» Data for analysis
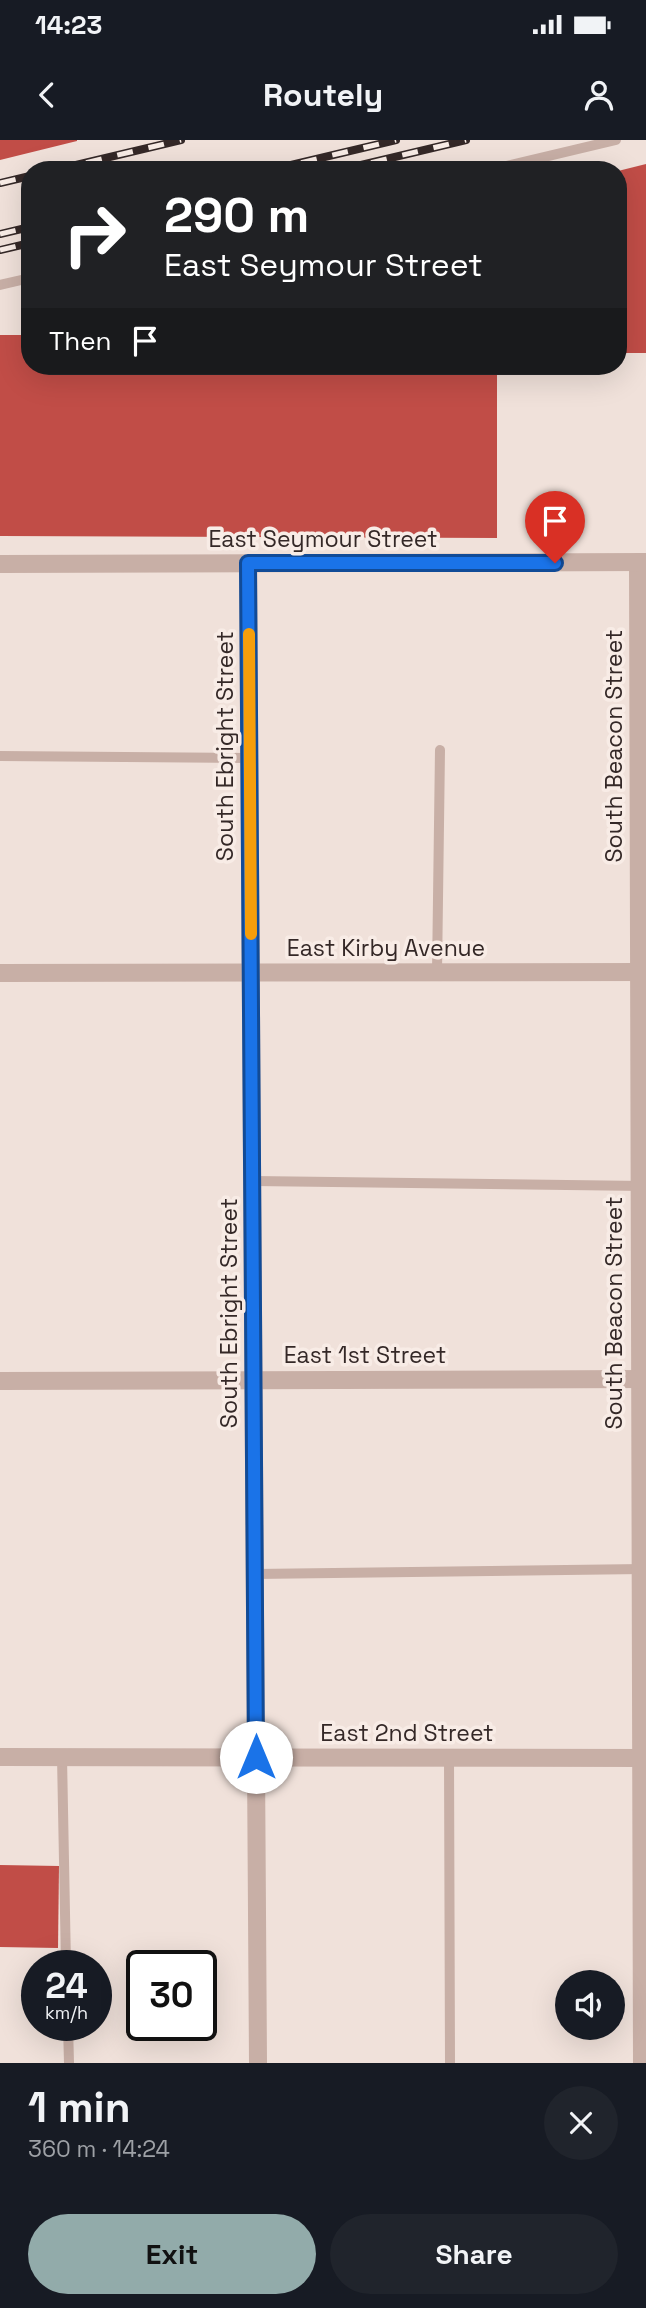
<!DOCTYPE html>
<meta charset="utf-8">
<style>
:root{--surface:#171b24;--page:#20242c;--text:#f1f3f6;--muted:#9ea1a6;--accent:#92abaa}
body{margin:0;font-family:"Space Grotesk",sans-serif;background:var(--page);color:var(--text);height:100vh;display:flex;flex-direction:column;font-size:26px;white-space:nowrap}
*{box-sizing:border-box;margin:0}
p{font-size:23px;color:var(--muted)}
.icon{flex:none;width:38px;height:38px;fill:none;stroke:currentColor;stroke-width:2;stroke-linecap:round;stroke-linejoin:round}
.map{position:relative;height:1923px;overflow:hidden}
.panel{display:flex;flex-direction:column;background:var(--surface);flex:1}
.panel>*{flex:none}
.top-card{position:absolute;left:21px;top:21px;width:606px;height:214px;border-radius:28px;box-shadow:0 7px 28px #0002;background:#202124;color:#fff;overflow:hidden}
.controls{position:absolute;left:555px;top:1830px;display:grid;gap:14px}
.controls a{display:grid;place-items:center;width:70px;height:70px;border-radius:50%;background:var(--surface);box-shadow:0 7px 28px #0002;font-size:35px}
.speed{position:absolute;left:21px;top:1810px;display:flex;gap:14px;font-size:35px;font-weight:700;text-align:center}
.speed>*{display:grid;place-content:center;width:91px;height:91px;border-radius:50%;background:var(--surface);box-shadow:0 7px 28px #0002;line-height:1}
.speed small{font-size:18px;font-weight:400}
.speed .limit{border:4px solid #111;border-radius:10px;background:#fff;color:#111}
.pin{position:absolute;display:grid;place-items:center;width:60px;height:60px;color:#fff;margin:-72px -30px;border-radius:50% 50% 50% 0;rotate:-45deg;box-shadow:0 0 7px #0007}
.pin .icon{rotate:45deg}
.me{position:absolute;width:77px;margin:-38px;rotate:0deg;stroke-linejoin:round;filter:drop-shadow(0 0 5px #0008)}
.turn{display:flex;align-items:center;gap:24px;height:147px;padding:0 28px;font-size:32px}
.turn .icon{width:91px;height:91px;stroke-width:2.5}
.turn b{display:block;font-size:49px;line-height:60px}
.then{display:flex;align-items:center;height:66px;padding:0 28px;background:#0003;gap:14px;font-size:26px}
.round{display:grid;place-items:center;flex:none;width:74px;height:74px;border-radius:37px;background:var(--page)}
.head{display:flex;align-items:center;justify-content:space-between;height:119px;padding:0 28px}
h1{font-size:42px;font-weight:800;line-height:52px}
.primary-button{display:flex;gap:14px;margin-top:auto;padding:14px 28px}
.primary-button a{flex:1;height:80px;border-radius:42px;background:var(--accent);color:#111;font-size:28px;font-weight:800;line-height:80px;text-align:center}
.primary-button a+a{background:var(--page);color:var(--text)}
.status{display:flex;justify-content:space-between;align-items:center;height:49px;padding:0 35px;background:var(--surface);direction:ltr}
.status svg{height:19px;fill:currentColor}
header{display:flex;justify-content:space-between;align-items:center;height:91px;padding:0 28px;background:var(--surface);font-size:32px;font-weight:800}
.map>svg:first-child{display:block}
</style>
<div class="status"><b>14:23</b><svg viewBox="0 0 49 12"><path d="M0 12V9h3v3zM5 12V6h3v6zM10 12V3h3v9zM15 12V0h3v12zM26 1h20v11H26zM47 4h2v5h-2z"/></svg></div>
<header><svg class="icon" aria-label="back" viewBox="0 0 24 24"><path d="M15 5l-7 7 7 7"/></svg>Routely<svg class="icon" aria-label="person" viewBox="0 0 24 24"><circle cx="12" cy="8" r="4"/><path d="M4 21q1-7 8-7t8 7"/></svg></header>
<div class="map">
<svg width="646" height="1923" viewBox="0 0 646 1923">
<rect width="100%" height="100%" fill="#f0e1da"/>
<g fill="#c14d47">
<polygon points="0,0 77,0 77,1 0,20"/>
<polygon points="646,24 646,213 618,213 618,31"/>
<polygon points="0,195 30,195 30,226 497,226 497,398 0,396"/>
<polygon points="0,1725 59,1726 58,1808 0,1807"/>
</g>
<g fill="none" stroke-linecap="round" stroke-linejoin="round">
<g stroke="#c8afa6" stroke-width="10">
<polyline points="490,30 616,0"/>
<polyline points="0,145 30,138"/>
<polyline points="0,616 249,618"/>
<polyline points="437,833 440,610"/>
<polyline points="253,1041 645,1046"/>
<polyline points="255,1434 643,1429"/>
<polyline points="62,1617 66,1825"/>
<polyline points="449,1617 450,1923"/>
<polyline points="68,1885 69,1923"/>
</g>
<g stroke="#c8afa6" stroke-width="18">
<polyline points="638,422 642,1923"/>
<polyline points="248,423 258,1923"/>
<polyline points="0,424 646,422"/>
<polyline points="0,833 646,832"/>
<polyline points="0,1241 646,1239"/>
<polyline points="0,1617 646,1618"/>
</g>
<defs>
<g id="rail">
<polyline points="55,30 181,0"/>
<polyline points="270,30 396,0"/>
<polyline points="340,30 466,0"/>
<polyline points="0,43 30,36"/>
<polyline points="0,94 30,87"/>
<polyline points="0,110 30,103"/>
</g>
</defs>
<use href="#rail" stroke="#342827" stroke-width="8"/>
<use href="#rail" stroke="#f8ece6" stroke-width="5" stroke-dasharray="16" stroke-linecap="butt"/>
</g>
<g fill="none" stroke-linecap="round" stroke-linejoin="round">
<defs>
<polyline id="route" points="256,1617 248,423 555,423"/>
</defs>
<use href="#route" stroke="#114b97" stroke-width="18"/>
<use href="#route" stroke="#1a73e8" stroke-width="12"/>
<polyline stroke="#f59e0b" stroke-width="12" points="249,494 251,794"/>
</g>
<g text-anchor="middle" stroke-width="7" stroke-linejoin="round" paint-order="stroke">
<g font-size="23" fill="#342827" stroke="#f8ece6">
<text x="323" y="407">East Seymour Street</text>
<text transform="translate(225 606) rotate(-90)" y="8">South Ebright Street</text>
<text transform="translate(614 606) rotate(-90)" y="8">South Beacon Street</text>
<text x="386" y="816">East Kirby Avenue</text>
<text transform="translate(229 1173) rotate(-90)" y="8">South Ebright Street</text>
<text transform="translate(614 1173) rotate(-90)" y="8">South Beacon Street</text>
<text x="365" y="1223">East 1st Street</text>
<text x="407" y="1601">East 2nd Street</text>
</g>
</g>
</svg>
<div class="controls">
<a><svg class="icon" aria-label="sound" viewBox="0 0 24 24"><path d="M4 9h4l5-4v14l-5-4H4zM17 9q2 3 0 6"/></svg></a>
</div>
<div class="speed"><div>24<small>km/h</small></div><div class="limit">30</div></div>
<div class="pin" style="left:555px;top:423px;background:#d93025"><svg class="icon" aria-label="arrive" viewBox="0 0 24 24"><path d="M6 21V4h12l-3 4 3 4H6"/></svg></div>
<svg class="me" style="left:256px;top:1617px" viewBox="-20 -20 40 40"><circle r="19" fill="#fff"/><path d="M0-13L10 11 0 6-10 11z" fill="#1a73e8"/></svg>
<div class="top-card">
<div class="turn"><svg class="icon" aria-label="right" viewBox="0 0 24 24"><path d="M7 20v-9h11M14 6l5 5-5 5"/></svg><div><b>290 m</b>East Seymour Street</div></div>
<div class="then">Then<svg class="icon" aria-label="arrive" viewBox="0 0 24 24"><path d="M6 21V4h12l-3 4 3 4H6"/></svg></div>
</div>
</div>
<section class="panel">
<div class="head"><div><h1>1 min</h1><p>360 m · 14:24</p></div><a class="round"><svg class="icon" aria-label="close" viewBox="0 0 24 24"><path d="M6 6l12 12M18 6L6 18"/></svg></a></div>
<div class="primary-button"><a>Exit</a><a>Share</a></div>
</section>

» Task objective
Set aside each line above that includes the string "overflow" and report it.

» Response to this exercise
.map{position:relative;height:1923px;overflow:hidden}
.top-card{position:absolute;left:21px;top:21px;width:606px;height:214px;border-radius:28px;box-shadow:0 7px 28px #0002;background:#202124;color:#fff;overflow:hidden}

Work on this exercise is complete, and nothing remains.